#### Directions for this task:
Check every line of the material below for the string "Hasanah". State how many lines have it.

#### Material supplied:
▶
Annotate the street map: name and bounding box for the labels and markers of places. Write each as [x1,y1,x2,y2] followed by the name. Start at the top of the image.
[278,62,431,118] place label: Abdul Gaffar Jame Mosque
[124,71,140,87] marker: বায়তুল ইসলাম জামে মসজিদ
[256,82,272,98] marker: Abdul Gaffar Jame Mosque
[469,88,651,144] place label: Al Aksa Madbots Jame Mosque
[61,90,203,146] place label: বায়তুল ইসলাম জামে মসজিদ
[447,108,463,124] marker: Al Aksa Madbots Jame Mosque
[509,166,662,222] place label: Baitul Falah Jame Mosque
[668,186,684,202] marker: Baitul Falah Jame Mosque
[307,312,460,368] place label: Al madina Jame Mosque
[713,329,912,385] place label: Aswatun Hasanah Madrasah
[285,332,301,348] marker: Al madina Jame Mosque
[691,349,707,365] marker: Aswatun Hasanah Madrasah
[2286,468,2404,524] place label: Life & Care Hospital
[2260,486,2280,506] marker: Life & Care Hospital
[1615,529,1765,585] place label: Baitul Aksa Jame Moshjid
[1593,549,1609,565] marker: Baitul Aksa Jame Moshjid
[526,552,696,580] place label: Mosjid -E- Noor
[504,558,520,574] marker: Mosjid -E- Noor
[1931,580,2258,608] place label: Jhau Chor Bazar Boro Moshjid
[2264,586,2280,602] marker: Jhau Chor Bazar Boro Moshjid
◀
#### Response for this exercise:
2